BookmarkSubscribeRSS Feed
🔒 This topic is solved and locked. Need further help from the community? Please sign in and ask a new question.
Mirisage
Obsidian | Level 7

Hi SAS Community,

I have applied “subsetting if” and “where” clauses like below and they produced the same number of records in both table “want_1” and “want_2”.

1). Approach I - “subsetting if”

data want_1;

SET have;

if bank_number = 40;

run;

2). Approach II - “where”

data want_2;

SET have;

Where bank_number = 40;

run;

Question

However, SAS sometimes produce correct results for wrong reasons if we do not use it with full knowledge what is happening inside. This happened to me many times.

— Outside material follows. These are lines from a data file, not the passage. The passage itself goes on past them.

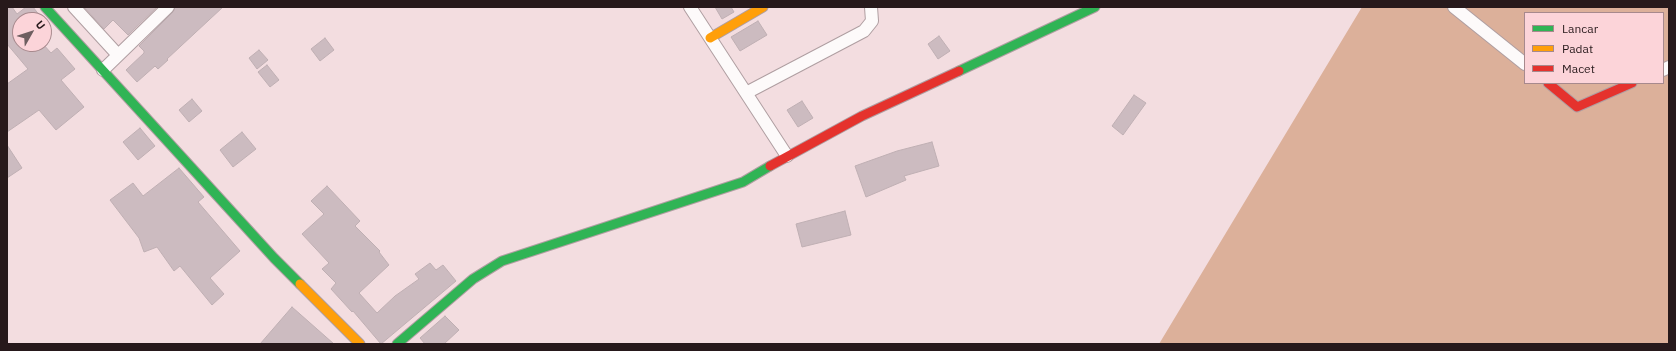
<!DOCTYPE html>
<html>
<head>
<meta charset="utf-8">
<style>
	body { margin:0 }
	#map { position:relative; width:1676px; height:351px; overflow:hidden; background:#f3dde0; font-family:"IBM Plex Sans",sans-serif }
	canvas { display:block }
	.frame { position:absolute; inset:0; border:8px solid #27191b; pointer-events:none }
	.legend { position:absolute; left:1524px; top:12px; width:140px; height:72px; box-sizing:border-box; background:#fcd4d9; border:1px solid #a7898d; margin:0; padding:5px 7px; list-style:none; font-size:12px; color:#27191b }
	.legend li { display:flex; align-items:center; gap:8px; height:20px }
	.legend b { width:20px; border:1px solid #a7898d }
	.north { position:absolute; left:12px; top:12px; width:40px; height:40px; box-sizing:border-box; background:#fcd4d9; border:1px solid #a7898d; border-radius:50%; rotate:51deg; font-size:11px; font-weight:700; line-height:16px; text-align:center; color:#27191b }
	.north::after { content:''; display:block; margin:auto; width:14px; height:18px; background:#6e5e60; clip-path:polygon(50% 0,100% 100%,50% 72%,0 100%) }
</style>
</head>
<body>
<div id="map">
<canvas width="1676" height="351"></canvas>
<div class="frame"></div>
<ul class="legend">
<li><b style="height:5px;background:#30b455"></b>Lancar</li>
<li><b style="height:5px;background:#ff9f0a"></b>Padat</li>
<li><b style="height:5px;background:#e5322d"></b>Macet</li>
</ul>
<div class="north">U</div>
</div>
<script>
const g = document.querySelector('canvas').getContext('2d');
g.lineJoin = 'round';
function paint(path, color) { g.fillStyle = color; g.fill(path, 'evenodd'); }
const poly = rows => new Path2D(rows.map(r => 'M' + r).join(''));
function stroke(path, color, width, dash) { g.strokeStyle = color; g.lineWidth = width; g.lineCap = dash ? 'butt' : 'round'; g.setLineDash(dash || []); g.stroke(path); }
const forest = poly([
	[1362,7,1669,7,1669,344,1159,344],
	[1525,13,1663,13,1663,83,1525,83]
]);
const building = poly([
	[7,7,12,7,17,14,26,7,33,7,43,20,20,20,20,44,43,44,51,53,57,48,75,69,61,80,84,107,56,130,39,110,7,132,7,84,28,69,7,44,7,7],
	[84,7,157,7,128,35,113,20,104,29,84,7],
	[175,7,223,7,167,59,168,60,158,69,155,66,137,82,126,70,144,53,144,51,139,46,173,12,175,7],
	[715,7,731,7,734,12,722,19,715,7],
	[758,21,767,35,740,51,731,37,758,21],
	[939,36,950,51,938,59,928,44,939,36],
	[325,38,334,50,320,61,311,49,325,38],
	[259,50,268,60,257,69,249,58,259,50],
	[267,65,279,80,270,87,258,72,267,65],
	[1134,95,1146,103,1123,135,1112,126,1134,95],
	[192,99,202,111,189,122,179,110,192,99],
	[802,101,813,118,798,127,787,110,802,101],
	[140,128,155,146,138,160,123,142,140,128],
	[242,132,256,149,233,167,220,150,242,132],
	[932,142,939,166,904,176,906,180,866,197,855,166,897,151,932,142],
	[7,145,22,168,7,178,7,145],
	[179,168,204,197,198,202,240,251,210,278,224,294,212,305,180,266,174,271,157,247,144,252,139,238,110,200,133,183,143,196,179,168],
	[327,186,360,221,355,226,380,251,379,252,389,265,359,293,377,313,395,296,419,279,415,274,430,263,436,270,443,265,456,281,381,344,353,311,352,312,331,289,336,283,322,269,329,263,302,234,324,214,311,201,327,186],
	[845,211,851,235,802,247,796,224,845,211],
	[292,307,334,344,260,344,292,307],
	[445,316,459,330,444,344,425,344,420,338,445,316]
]);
const street = poly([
	[74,7,118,55],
	[690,7,787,156],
	[1454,7,1525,64],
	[103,70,168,7],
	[1663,70,1669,67],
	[746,93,864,31,872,21,871,7]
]);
const fast = poly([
	[45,7,274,258,300,284],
	[959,71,1095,7],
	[397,344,473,279,502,261,743,182,770,166]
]);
const slow = poly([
	[710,38,763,7],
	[300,284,360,344]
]);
const jam = poly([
	[1548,83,1577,107,1632,83],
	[770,166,862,116,959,71]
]);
paint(forest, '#dcb09a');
paint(building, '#ccbbc0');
stroke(building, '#bfafb3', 1);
stroke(street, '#af9ea1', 14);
stroke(fast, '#af9ea1', 11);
stroke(slow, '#af9ea1', 11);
stroke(jam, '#af9ea1', 11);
stroke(street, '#fdfafa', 12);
stroke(fast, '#30b455', 9);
stroke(slow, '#ff9f0a', 9);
stroke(jam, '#e5322d', 9);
</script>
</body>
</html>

So, could any expert confirm me if the Approach I and II above produce same results always?

Thank you

Mirisage

1 ACCEPTED SOLUTION

Accepted Solutions
Linlin
Lapis Lazuli | Level 10

if variable bank_number is already in dataset have then if and where would produce the same result.

if variable bank_number is created in the same data step then only if works.

example:

data class;
  set sashelp.class;
  if age <14 then group=1;
    else group=2;
  if group=1;/* you can't use "where" */
  proc print;run;
 
                   Obs    Name       Sex    Age    Height    Weight    group

                      1    Alice       F      13     56.5       84.0      1
                      2    Barbara     F      13     65.3       98.0      1
                      3    James       M      12     57.3       83.0      1
                      4    Jane        F      12     59.8       84.5      1
                      5    Jeffrey     M      13     62.5       84.0      1
                      6    John        M      12     59.0       99.5      1
                      7    Joyce       F      11     51.3       50.5      1
                      8    Louise      F      12     56.3       77.0      1
                      9    Robert      M      12     64.8      128.0      1
                     10    Thomas      M      11     57.5       85.0      1

View solution in original post

12 REPLIES 12
Linlin
Lapis Lazuli | Level 10

if variable bank_number is already in dataset have then if and where would produce the same result.

if variable bank_number is created in the same data step then only if works.

example:

data class;
  set sashelp.class;
  if age <14 then group=1;
    else group=2;
  if group=1;/* you can't use "where" */
  proc print;run;
 
                   Obs    Name       Sex    Age    Height    Weight    group

                      1    Alice       F      13     56.5       84.0      1
                      2    Barbara     F      13     65.3       98.0      1
                      3    James       M      12     57.3       83.0      1
                      4    Jane        F      12     59.8       84.5      1
                      5    Jeffrey     M      13     62.5       84.0      1
                      6    John        M      12     59.0       99.5      1
                      7    Joyce       F      11     51.3       50.5      1
                      8    Louise      F      12     56.3       77.0      1
                      9    Robert      M      12     64.8      128.0      1
                     10    Thomas      M      11     57.5       85.0      1

art297
Opal | Level 21

Someone will have to correct me if I'm wrong but, in the example you provided, I think that the two methods WILL always produce the same result.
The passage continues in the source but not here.